Before:                                       After:
runs/.../postprocessed/corn_national.parquet  →  runs/.../postprocessed/national.parquet
runs/.../conformal/corn_<mode>.parquet        →  runs/.../conformal/<mode>.parquet

calibration_path() and ExperimentResult.postprocessed_national_path lost their commodity argument.

Test coverage¶

Two pivotal test modules added:

tests/unit/commodity_hindcast/test_apply_conformal_experiment.py — hypothesis-driven stress test: round-trip equality, bracketing at every level, monotonic widening with confidence level.
tests/unit/commodity_hindcast/test_apply_delivery_post_transforms.py — exercises all four flag combinations of enforce_ci_narrowing / drop_frozen_tail.

21 conformal-related tests pass. Full unit suite: 302 → 306 tests.

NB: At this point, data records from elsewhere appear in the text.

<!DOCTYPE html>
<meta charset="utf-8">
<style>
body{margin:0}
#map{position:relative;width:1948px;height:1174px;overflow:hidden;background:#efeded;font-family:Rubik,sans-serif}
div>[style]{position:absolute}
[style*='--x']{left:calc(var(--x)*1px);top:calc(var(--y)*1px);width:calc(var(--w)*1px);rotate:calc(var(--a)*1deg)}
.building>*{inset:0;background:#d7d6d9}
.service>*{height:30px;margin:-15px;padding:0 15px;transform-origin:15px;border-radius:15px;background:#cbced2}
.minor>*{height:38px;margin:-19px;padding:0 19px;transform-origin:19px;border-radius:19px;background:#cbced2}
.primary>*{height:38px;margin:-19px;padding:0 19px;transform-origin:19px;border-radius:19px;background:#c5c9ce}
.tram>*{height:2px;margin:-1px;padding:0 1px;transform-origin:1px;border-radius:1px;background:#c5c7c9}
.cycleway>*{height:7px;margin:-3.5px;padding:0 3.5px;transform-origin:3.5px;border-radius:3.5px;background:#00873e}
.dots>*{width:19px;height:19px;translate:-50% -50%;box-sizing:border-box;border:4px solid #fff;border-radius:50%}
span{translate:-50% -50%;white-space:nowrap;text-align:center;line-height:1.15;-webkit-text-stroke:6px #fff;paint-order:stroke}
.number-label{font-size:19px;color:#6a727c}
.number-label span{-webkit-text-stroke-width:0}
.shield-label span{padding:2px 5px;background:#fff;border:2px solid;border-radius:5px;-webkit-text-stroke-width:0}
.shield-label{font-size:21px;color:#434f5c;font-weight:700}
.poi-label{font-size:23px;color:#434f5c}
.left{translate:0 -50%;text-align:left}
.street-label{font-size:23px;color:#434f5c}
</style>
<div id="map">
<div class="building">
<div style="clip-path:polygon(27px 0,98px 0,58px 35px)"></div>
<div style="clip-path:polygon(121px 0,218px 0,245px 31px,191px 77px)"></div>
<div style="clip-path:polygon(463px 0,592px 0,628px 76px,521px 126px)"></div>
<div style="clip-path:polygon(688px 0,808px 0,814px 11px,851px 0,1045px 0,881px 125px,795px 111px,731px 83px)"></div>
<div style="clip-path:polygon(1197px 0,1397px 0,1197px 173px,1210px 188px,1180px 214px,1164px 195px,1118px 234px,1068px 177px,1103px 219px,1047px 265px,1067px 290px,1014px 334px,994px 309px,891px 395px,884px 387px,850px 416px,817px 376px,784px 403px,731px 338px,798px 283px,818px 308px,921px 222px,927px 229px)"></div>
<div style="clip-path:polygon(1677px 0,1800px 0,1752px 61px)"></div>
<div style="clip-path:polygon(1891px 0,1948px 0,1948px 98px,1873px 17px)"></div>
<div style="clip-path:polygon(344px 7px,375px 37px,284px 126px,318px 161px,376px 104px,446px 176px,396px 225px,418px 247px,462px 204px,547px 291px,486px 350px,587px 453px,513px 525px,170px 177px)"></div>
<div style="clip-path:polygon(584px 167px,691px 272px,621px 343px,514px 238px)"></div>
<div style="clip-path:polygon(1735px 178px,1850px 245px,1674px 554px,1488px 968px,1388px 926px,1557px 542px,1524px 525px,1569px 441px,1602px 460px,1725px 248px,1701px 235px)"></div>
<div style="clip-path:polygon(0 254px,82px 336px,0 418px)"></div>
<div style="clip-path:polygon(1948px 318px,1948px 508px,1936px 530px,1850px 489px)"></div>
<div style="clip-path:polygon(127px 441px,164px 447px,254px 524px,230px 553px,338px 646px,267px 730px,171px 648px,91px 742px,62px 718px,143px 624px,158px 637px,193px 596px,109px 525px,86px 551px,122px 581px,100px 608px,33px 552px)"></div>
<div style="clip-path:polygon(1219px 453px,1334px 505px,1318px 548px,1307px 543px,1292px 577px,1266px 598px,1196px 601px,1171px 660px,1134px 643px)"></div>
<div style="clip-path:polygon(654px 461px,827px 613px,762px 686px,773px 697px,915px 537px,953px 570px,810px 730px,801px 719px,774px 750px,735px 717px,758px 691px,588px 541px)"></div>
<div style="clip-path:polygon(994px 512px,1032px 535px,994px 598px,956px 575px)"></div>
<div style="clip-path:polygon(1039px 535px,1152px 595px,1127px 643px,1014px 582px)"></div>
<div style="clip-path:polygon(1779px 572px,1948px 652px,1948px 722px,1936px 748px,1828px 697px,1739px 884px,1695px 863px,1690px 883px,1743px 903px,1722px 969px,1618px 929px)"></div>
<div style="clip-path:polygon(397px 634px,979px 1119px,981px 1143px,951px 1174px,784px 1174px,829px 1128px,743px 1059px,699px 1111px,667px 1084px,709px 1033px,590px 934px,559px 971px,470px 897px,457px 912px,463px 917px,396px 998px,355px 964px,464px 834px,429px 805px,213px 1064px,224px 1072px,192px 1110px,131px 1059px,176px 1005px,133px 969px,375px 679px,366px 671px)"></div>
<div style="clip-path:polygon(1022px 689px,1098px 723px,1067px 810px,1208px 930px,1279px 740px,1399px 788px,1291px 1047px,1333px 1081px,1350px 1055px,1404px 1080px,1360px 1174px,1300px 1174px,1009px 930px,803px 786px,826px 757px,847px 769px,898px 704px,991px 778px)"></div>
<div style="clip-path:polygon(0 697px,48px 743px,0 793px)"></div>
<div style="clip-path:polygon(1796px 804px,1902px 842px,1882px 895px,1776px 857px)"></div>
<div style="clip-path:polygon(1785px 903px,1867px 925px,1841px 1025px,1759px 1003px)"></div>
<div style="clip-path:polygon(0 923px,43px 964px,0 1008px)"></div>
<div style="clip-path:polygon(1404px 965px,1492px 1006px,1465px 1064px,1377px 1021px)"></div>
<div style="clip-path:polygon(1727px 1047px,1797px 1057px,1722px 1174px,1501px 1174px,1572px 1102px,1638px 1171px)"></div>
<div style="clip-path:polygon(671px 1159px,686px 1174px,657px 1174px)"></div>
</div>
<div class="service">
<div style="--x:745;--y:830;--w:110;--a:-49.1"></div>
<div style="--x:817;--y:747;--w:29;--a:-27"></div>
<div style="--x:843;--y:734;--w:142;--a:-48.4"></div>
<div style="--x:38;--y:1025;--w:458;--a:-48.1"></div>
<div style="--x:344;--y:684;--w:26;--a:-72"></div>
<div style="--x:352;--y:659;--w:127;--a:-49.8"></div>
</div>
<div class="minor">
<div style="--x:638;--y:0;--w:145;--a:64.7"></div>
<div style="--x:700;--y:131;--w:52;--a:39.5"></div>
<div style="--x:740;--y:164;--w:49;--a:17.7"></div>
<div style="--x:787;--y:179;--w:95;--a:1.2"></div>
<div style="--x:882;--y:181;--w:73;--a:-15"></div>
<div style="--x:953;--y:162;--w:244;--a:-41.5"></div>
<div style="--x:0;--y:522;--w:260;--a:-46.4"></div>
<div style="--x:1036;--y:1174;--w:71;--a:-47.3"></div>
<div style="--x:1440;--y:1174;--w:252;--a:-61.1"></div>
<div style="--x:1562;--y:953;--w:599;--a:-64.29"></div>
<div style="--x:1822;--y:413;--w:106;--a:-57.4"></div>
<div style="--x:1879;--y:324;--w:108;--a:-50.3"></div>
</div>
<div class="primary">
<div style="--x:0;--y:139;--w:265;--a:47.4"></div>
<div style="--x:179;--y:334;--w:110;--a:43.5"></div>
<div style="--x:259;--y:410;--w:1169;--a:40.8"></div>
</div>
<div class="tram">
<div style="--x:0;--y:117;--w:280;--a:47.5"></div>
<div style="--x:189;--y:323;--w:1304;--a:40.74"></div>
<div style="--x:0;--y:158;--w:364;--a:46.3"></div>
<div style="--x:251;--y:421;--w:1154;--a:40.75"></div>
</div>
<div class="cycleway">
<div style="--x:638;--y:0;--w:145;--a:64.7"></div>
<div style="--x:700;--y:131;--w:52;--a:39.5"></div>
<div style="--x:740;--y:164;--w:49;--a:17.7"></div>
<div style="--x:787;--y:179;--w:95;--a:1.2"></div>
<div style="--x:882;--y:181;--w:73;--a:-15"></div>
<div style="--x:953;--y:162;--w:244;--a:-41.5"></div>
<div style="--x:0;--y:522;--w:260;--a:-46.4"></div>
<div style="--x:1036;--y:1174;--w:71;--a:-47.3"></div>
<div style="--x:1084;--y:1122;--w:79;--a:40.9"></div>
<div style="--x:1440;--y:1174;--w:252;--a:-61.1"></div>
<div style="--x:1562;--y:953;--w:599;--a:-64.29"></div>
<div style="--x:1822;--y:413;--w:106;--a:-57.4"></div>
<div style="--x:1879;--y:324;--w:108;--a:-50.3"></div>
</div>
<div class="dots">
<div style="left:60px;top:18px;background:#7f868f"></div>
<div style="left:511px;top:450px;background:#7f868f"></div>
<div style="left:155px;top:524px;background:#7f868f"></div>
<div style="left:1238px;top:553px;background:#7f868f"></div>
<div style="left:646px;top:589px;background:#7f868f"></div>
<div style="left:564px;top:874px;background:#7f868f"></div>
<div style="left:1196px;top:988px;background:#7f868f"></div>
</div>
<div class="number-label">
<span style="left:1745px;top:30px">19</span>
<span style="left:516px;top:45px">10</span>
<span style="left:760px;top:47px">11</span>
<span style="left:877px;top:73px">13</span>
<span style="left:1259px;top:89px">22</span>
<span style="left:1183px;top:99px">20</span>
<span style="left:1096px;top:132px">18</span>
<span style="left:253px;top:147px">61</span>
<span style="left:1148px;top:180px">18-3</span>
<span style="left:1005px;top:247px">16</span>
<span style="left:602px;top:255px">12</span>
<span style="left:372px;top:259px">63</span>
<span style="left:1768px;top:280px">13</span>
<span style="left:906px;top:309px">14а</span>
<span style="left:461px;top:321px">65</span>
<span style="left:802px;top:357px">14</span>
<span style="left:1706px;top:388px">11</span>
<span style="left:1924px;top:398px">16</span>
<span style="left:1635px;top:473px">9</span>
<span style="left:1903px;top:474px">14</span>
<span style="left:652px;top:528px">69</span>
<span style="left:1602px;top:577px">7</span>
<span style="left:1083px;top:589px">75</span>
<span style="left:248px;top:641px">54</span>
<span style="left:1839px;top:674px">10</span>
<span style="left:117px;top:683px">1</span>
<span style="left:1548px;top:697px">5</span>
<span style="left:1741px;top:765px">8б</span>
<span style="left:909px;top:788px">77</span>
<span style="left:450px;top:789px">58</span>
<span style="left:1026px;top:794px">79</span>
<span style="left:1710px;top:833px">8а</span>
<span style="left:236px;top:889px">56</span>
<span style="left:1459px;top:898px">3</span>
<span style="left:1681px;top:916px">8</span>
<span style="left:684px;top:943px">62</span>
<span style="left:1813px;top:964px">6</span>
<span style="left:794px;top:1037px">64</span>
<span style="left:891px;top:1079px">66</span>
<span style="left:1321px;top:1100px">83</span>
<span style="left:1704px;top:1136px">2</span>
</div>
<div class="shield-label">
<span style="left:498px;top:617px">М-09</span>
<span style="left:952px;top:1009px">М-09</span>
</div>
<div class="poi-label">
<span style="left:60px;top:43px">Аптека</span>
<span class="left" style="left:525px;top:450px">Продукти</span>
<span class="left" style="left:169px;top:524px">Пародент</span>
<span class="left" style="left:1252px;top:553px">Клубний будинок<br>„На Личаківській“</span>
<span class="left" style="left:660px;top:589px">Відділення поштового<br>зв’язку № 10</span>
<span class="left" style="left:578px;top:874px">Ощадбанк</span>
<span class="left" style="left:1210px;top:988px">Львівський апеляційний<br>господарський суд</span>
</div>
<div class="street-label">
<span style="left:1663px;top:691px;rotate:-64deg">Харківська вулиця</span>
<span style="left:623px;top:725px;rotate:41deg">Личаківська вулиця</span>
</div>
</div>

Public API surface (key symbols in `models/meta_models/conformalise.py`)¶

ConformalMethod = Literal["quantile", "split_conformal"]
ResidualMode = Literal[...]      # four values above
class CalibrationResult: ...
def apply_conformal(...): ...    # polymorphic (residuals array OR ExperimentResult)
class MapieConformalRegressor: ...

Orchestration helpers in stages/run_meta_models.py:

Function	Used by	What it does
`fit_and_save_calibration(result, ci_levels, mode)`	postprocess	Single-mode fit + save
`fit_and_save_all_configured(result, ci_levels)`	postprocess	Loop over all configured modes
`get_or_fit_calibration(result, ci_levels, mode)`	forecast / delivery / plots	Load sidecar; fit on demand if missing
`primary_calibration(result, ci_levels)`	forecast / delivery	First-listed mode's calibration
`calibration_path(run_dir, mode)`	everywhere	Canonical sidecar path

Files / lines touched¶

Additions	Deletions	File
+695	-21	`market_insights_models/src/commodity_hindcast/models/meta_models/conformalise.py`
+103	-177	`market_insights_models/src/commodity_hindcast/stages/run_meta_models.py`
+205	-0	`tests/unit/commodity_hindcast/test_apply_conformal_experiment.py`
+29	-70	`market_insights_models/src/commodity_hindcast/models/meta_models/residuals.py`
+94	-0	`tests/unit/commodity_hindcast/test_mapie_conformalise.py`
+90	-0	`tests/unit/commodity_hindcast/test_apply_delivery_post_transforms.py`
+65	-21	`tests/unit/commodity_hindcast/test_postprocess.py`
+54	-30	`market_insights_models/src/commodity_hindcast/delivery/conversions.py`
+8	-57	`market_insights_models/src/commodity_hindcast/stages/run_forecast.py`
+38	-1	`market_insights_models/src/commodity_hindcast/config.py`

Cross-references¶

Related entity pages: CalibrationResult, PostprocessConfig, DeliveryConfig
Related concept pages: conformal calibration
Related code pages: meta_models, stages (run_meta_models)
Directly follows: PR-339 (the 9-phase restructure that created models/meta_models/)
Directly followed by: PR-372 (which made residual_mode mandatory on ForecastConfig)

Lessons captured¶

Conformal calibration sidecars are long-format parquets under run_dir/conformal/{mode}.parquet; commodity_ prefix is absent — the run_dir name already encodes the commodity.
fold_year is <NA> for per_init_date mode (broadcast over years) and fold_init_md is <NA> for per_year mode (broadcast over init_dates).
The strict=False API is the explicit contract for delivery row assembly — missing init_dates return NaN bounds without raising.
enforce_ci_narrowing in delivery exists to handle quantile noise on small calibration sets; it is not a bug but an expected property of small CV sets.
MapieConformalRegressor mirrors the sklearn fit/conformalize/predict_interval API for use when training features (X, y) are still in memory.
The commodity_ prefix was removed from postprocessed/national.parquet and conformal/<mode>.parquet in this PR; consumers must not hard-code the old paths.